==== DATA BELOW

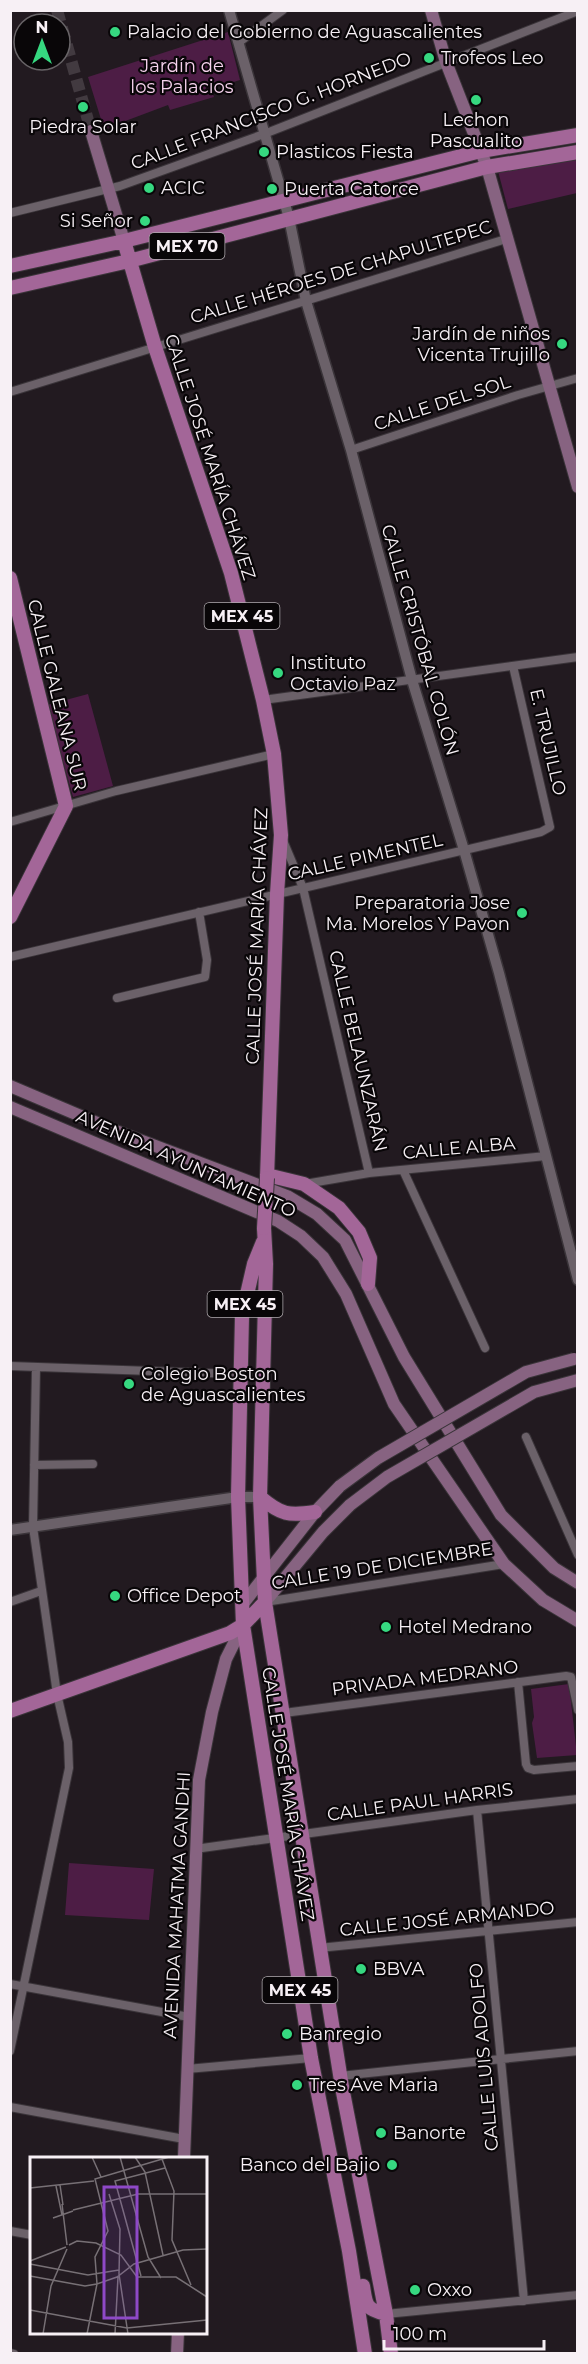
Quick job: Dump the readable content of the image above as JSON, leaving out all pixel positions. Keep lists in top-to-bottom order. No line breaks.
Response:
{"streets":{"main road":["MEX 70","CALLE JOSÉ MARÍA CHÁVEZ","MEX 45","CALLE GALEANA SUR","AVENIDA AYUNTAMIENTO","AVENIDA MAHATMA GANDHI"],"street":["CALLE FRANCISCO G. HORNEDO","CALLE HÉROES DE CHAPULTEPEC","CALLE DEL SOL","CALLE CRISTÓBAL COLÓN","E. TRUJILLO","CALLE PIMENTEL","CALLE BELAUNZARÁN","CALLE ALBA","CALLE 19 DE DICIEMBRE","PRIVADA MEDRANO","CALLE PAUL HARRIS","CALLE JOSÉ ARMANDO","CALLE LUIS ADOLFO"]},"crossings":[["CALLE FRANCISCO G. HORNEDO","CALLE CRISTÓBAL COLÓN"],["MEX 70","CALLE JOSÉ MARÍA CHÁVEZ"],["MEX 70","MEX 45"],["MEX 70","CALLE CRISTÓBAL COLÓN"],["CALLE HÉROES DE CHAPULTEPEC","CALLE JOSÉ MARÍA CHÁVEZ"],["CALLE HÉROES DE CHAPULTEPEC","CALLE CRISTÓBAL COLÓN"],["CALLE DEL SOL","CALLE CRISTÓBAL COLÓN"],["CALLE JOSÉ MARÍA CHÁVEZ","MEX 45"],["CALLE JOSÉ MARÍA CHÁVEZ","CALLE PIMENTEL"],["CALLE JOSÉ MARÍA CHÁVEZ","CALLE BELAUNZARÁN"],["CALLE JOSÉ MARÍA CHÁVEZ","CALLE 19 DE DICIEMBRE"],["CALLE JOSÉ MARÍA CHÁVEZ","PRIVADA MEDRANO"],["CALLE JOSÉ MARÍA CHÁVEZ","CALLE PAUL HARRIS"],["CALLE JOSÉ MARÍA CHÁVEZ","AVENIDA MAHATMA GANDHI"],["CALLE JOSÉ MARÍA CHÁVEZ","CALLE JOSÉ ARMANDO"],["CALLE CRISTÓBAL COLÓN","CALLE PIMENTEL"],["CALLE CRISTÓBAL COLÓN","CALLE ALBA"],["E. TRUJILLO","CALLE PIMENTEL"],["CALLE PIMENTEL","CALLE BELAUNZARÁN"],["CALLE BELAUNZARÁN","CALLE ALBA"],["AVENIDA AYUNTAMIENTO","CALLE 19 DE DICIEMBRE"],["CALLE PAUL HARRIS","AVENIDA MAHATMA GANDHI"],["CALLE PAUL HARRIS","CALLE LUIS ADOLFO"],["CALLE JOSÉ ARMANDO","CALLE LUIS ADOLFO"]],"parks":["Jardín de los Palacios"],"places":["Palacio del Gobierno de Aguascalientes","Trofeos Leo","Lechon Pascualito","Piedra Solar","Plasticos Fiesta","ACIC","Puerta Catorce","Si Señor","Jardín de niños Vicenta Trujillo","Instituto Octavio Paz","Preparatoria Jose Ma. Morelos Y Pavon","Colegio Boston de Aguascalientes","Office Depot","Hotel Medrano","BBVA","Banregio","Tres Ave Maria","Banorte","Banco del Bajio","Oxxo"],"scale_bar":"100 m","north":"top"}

========

**PROBLEM STATEMENT:** Retype the data above exactly, dropping every picture.

**ANSWER BOX:**
Quick job: Dump the readable content of the image above as JSON, leaving out all pixel positions. Keep lists in top-to-bottom order. No line breaks.
Response:
{"streets":{"main road":["MEX 70","CALLE JOSÉ MARÍA CHÁVEZ","MEX 45","CALLE GALEANA SUR","AVENIDA AYUNTAMIENTO","AVENIDA MAHATMA GANDHI"],"street":["CALLE FRANCISCO G. HORNEDO","CALLE HÉROES DE CHAPULTEPEC","CALLE DEL SOL","CALLE CRISTÓBAL COLÓN","E. TRUJILLO","CALLE PIMENTEL","CALLE BELAUNZARÁN","CALLE ALBA","CALLE 19 DE DICIEMBRE","PRIVADA MEDRANO","CALLE PAUL HARRIS","CALLE JOSÉ ARMANDO","CALLE LUIS ADOLFO"]},"crossings":[["CALLE FRANCISCO G. HORNEDO","CALLE CRISTÓBAL COLÓN"],["MEX 70","CALLE JOSÉ MARÍA CHÁVEZ"],["MEX 70","MEX 45"],["MEX 70","CALLE CRISTÓBAL COLÓN"],["CALLE HÉROES DE CHAPULTEPEC","CALLE JOSÉ MARÍA CHÁVEZ"],["CALLE HÉROES DE CHAPULTEPEC","CALLE CRISTÓBAL COLÓN"],["CALLE DEL SOL","CALLE CRISTÓBAL COLÓN"],["CALLE JOSÉ MARÍA CHÁVEZ","MEX 45"],["CALLE JOSÉ MARÍA CHÁVEZ","CALLE PIMENTEL"],["CALLE JOSÉ MARÍA CHÁVEZ","CALLE BELAUNZARÁN"],["CALLE JOSÉ MARÍA CHÁVEZ","CALLE 19 DE DICIEMBRE"],["CALLE JOSÉ MARÍA CHÁVEZ","PRIVADA MEDRANO"],["CALLE JOSÉ MARÍA CHÁVEZ","CALLE PAUL HARRIS"],["CALLE JOSÉ MARÍA CHÁVEZ","AVENIDA MAHATMA GANDHI"],["CALLE JOSÉ MARÍA CHÁVEZ","CALLE JOSÉ ARMANDO"],["CALLE CRISTÓBAL COLÓN","CALLE PIMENTEL"],["CALLE CRISTÓBAL COLÓN","CALLE ALBA"],["E. TRUJILLO","CALLE PIMENTEL"],["CALLE PIMENTEL","CALLE BELAUNZARÁN"],["CALLE BELAUNZARÁN","CALLE ALBA"],["AVENIDA AYUNTAMIENTO","CALLE 19 DE DICIEMBRE"],["CALLE PAUL HARRIS","AVENIDA MAHATMA GANDHI"],["CALLE PAUL HARRIS","CALLE LUIS ADOLFO"],["CALLE JOSÉ ARMANDO","CALLE LUIS ADOLFO"]],"parks":["Jardín de los Palacios"],"places":["Palacio del Gobierno de Aguascalientes","Trofeos Leo","Lechon Pascualito","Piedra Solar","Plasticos Fiesta","ACIC","Puerta Catorce","Si Señor","Jardín de niños Vicenta Trujillo","Instituto Octavio Paz","Preparatoria Jose Ma. Morelos Y Pavon","Colegio Boston de Aguascalientes","Office Depot","Hotel Medrano","BBVA","Banregio","Tres Ave Maria","Banorte","Banco del Bajio","Oxxo"],"scale_bar":"100 m","north":"top"}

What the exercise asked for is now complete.